それに気付いたのは帰宅後。何度も何度もその場面が壊れたビデオテープのように繰り返し、繰り返し、同じ場面を夢で見る程、後悔しているからだった。

「……っ。また、あの夢……。」

「ナーン……」

うなされて起きた飼い主を白黒ハチワレの愛猫が心配そうに頬を舐めた。

彼女は、木崎 桜(きさき さくら)30歳の所謂、ごく普通のOLで都内で一人暮らしをしている。会社は月末月初が繁忙期の一般的な会社で、特に最近は別案件で忙しく、メンタルがやられていた。

そんな中、母親に呼び出され、話しをしている間に口論となり、「生まれて来なければ良かった」などと口から零れてしまったったのだ。

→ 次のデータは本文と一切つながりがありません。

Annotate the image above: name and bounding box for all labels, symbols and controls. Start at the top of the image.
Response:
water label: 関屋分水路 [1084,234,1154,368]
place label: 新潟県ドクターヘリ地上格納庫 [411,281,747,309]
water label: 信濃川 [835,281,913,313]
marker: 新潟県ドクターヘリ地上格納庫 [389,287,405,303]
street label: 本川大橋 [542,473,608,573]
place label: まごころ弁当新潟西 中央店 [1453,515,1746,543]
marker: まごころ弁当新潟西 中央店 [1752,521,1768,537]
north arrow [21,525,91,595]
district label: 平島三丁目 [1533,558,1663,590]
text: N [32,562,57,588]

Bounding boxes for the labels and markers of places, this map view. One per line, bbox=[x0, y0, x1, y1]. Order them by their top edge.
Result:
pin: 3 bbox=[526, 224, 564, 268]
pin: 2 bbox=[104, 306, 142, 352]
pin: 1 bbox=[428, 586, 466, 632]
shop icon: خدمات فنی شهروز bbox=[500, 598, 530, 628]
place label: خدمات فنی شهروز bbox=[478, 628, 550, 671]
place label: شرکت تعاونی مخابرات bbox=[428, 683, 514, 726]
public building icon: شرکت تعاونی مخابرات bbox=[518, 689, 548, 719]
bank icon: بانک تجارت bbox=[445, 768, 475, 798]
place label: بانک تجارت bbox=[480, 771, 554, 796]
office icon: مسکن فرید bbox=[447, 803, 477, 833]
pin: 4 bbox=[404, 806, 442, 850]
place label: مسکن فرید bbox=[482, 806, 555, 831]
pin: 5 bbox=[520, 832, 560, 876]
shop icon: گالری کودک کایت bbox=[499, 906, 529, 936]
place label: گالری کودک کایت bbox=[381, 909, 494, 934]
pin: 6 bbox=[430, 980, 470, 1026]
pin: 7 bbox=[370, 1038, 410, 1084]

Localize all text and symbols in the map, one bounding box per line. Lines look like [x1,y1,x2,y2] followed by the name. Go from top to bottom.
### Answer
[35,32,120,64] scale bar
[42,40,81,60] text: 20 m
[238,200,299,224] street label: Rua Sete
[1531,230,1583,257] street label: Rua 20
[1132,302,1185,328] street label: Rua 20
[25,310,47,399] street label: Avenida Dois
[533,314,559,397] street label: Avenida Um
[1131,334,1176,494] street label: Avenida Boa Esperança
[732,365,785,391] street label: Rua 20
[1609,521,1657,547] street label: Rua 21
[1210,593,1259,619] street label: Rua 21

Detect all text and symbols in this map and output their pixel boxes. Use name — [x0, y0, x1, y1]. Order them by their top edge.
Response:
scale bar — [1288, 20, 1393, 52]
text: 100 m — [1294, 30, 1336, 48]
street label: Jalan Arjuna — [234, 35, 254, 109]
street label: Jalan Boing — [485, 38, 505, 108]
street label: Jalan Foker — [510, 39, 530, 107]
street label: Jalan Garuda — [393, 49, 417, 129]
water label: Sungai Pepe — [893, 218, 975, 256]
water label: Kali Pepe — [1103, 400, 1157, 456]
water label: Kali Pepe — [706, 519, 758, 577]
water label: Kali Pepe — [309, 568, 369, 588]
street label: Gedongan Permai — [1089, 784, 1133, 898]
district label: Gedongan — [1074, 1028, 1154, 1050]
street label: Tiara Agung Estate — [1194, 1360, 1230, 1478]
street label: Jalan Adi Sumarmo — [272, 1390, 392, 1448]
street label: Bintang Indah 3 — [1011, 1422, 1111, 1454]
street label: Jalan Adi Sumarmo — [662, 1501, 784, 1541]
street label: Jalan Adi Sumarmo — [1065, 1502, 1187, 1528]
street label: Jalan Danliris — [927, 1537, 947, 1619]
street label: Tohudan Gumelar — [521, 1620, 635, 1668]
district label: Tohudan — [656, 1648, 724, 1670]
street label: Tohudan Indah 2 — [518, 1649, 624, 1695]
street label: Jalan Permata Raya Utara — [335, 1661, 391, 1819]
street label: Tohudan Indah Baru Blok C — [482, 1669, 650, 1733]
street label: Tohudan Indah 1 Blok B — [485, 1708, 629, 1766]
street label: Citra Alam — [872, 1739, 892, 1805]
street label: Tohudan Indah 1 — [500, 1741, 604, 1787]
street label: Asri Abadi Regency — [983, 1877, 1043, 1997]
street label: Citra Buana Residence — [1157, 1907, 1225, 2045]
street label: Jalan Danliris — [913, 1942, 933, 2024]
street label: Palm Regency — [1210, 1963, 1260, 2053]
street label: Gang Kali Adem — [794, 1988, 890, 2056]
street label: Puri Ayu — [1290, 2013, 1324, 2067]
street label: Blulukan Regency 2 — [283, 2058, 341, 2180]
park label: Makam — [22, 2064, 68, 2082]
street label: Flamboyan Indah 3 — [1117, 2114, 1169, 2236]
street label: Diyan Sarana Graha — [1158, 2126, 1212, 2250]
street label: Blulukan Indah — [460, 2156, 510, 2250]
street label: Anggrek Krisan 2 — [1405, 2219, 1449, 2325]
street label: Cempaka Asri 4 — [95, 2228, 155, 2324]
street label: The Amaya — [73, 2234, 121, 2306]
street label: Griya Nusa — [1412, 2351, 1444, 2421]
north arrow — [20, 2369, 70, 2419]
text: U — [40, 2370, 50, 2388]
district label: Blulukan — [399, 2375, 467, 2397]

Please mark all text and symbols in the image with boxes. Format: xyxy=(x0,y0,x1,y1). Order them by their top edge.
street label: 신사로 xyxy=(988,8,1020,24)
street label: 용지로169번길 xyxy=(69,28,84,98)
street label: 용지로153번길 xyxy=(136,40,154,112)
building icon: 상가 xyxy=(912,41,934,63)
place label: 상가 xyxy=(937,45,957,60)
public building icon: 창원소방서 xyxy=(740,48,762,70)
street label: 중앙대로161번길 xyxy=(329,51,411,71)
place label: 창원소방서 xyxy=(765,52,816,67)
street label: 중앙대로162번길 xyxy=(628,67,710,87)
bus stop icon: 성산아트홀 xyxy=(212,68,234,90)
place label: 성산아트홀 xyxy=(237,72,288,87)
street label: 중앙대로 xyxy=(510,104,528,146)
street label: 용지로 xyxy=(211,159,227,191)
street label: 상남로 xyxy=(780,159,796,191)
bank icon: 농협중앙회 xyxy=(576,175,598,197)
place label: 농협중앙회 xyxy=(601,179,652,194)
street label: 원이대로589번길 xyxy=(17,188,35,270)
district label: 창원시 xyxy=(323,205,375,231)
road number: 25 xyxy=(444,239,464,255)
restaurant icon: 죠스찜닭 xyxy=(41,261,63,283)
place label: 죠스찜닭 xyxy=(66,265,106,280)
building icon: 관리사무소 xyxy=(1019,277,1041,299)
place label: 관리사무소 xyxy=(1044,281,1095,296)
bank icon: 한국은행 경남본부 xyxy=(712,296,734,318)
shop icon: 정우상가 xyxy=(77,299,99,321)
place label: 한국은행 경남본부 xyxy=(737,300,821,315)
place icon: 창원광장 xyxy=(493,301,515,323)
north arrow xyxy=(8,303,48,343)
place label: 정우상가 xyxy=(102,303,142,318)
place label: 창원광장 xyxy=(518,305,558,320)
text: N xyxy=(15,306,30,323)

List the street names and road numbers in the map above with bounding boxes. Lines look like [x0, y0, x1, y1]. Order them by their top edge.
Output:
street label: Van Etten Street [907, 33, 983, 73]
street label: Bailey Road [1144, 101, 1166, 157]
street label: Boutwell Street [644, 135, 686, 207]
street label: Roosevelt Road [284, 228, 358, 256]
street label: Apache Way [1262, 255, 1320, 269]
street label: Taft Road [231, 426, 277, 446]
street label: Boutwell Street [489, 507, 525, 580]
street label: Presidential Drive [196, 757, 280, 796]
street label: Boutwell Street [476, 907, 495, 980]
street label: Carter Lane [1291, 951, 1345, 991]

彼女は、決して親を恨んでいる訳ではない。ただ、最近の忙しさに疲労困憊していて余裕が無かっただけなのだ。

「大丈夫だよ。ありがとね……」

愛猫の頭を優しく撫でると、ゆっくりとベットから起き上がり、カーテンを開けた。既にお日様が高い位置まで来ており、それはお昼を告げていた。

それから、ケトルに水を入れ湯を沸かしながら、冷蔵庫を開けて食べ物を探った。しかし、昨日は金曜日且つ、残業の所為で買い物が出来ず、明日土曜日に買いに行けばいいや~と思っていたので、ろくな物が入っていなかったのだ。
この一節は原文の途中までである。